Centro de Investigaciones Biológicas, CSIC , Ramiro de Maeztu 9, E-28040 Madrid, Spain.
Anaxomics Biotech , Balmes 89, 08008 Barcelona, Spain.
ICREA , Passeig Lluís Companys 23, E-08010 Barcelona, Spain.


Combining a computational analysis with site-directed mutagenesis, we have studied the long-range electron transfer pathway in versatile and lignin peroxidases, two enzymes of biotechnological interest that play a key role for fungal degradation of the bulky lignin molecule in plant biomass. The in silico study established two possible electron transfer routes starting at the surface tryptophan residue previously identified as responsible for oxidation of the bulky lignin polymer. Moreover, in both enzymes, a second buried tryptophan residue appears as a top electron transfer carrier, indicating the prevalence of one pathway.
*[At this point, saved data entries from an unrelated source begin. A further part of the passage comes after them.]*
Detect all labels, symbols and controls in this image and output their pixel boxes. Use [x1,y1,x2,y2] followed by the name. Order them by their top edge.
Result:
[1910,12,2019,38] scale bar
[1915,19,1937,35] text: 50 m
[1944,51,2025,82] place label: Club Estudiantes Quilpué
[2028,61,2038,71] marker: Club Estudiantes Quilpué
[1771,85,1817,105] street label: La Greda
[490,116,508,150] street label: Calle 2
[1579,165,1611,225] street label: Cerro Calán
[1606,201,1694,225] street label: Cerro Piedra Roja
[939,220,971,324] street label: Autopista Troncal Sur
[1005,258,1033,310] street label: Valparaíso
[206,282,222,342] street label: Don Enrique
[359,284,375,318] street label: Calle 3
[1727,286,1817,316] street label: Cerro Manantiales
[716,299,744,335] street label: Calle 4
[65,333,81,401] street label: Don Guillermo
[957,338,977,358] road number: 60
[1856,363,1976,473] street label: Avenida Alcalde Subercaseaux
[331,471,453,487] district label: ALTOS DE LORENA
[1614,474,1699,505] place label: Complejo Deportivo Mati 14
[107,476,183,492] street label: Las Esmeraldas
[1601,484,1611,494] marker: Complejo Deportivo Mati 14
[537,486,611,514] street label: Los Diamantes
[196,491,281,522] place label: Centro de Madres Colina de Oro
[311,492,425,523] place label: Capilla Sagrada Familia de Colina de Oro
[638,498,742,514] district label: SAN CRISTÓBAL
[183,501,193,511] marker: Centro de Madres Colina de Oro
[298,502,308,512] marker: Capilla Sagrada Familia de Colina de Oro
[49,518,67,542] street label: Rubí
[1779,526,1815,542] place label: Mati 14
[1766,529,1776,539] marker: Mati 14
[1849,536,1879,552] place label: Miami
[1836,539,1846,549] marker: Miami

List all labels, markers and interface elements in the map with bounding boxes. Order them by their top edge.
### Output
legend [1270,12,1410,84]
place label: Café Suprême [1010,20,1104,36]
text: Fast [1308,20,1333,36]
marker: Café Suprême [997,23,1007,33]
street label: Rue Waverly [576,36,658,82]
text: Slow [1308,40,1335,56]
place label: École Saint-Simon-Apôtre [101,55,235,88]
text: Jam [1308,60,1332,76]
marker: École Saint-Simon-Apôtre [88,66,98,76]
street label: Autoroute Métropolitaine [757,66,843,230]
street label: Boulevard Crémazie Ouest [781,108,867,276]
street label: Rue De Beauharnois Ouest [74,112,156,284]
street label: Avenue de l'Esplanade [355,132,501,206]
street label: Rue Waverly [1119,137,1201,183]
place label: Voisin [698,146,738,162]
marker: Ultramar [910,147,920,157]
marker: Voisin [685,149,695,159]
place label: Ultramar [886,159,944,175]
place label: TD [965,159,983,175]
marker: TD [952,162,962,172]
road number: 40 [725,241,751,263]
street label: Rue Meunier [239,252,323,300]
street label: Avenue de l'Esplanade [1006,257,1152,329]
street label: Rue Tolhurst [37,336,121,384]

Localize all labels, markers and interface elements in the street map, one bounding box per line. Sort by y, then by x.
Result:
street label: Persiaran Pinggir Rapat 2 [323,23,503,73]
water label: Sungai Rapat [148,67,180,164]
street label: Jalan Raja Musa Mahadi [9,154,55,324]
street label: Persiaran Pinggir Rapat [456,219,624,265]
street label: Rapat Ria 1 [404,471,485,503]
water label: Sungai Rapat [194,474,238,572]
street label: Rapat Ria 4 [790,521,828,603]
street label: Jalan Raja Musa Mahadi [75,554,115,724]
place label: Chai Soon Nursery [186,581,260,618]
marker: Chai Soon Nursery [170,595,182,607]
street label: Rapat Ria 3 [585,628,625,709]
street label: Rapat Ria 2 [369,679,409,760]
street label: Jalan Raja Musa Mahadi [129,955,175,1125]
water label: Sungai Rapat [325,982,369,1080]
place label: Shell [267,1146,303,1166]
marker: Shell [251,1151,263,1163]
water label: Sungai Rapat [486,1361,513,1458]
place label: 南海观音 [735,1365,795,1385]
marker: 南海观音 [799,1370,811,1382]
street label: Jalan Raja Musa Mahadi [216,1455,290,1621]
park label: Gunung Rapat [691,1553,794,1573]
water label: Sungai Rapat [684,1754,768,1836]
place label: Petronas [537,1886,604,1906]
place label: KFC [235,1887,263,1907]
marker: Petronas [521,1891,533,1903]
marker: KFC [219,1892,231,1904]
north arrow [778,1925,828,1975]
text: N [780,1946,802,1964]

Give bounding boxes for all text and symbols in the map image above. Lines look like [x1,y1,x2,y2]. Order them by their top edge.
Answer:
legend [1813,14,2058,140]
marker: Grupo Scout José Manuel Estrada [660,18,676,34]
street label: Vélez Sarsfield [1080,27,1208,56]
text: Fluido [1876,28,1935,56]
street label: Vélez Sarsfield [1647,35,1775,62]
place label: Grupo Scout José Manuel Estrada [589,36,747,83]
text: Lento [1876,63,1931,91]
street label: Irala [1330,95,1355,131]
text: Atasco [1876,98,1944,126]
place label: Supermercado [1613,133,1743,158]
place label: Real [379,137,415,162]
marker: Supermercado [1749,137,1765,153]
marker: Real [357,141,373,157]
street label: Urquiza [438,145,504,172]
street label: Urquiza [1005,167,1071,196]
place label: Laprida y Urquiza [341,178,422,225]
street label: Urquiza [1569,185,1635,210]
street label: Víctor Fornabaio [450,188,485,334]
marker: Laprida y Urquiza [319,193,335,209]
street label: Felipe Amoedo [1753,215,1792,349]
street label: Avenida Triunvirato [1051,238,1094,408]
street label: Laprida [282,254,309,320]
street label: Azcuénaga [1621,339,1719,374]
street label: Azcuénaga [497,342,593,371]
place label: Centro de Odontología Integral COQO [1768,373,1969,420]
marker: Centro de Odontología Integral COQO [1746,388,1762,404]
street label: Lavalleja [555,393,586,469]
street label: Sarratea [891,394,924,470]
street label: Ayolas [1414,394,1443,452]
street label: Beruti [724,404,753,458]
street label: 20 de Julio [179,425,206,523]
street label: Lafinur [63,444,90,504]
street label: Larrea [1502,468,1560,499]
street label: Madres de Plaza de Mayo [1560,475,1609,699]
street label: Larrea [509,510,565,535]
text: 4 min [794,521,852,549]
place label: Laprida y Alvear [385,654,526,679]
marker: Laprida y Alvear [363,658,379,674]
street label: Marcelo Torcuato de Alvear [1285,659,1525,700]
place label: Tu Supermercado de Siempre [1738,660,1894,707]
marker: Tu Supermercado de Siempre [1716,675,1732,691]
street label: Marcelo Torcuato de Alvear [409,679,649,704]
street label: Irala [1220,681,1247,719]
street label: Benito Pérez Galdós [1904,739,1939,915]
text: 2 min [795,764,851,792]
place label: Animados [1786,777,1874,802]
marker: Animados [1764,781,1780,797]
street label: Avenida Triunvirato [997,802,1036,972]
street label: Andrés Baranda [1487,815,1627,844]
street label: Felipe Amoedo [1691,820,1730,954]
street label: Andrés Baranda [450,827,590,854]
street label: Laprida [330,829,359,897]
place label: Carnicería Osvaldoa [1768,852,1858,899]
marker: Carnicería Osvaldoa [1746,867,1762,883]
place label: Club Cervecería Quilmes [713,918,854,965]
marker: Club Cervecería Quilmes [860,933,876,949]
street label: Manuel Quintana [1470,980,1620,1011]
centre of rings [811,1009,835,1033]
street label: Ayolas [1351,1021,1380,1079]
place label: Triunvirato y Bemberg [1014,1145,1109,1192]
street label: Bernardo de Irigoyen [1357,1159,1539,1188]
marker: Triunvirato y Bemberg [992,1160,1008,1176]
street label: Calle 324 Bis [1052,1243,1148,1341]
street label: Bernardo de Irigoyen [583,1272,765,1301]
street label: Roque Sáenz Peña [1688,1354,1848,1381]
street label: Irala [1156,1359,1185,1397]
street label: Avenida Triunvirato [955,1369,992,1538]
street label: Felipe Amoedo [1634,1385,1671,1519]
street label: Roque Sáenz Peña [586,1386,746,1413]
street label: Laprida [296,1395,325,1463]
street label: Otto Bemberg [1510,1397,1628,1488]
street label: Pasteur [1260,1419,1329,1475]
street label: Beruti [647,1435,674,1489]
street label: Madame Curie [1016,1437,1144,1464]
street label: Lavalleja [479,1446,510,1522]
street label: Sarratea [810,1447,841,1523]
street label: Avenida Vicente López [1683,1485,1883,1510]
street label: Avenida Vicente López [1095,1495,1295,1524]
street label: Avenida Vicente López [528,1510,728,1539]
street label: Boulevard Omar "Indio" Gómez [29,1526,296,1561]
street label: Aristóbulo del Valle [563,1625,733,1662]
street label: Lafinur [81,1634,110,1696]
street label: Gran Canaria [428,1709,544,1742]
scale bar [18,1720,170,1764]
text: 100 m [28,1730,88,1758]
Site-directed mutagenesis of versatile peroxidase (from Pleurotus eryngii) allowed us to corroborate the computational analysis and the role played by the buried tryptophan (Trp244) and a neighbor phenylalanine residue (Phe198), together with the surface tryptophan, in the electron transfer. These three aromatic residues are highly conserved in all the sequences analyzed (up to a total of 169). The importance of the surface (Trp171) and buried (Trp251) tryptophan residues in lignin peroxidase has been also confirmed by directed mutagenesis of the Phanerochaete chrysosporium enzyme. Overall, the combined procedure identifies analogous electron transfer pathways in the long-range oxidation mechanism for both ligninolytic peroxidases, constituting a good example of how computational analysis avoids making extensive trial-error mutagenic experiments.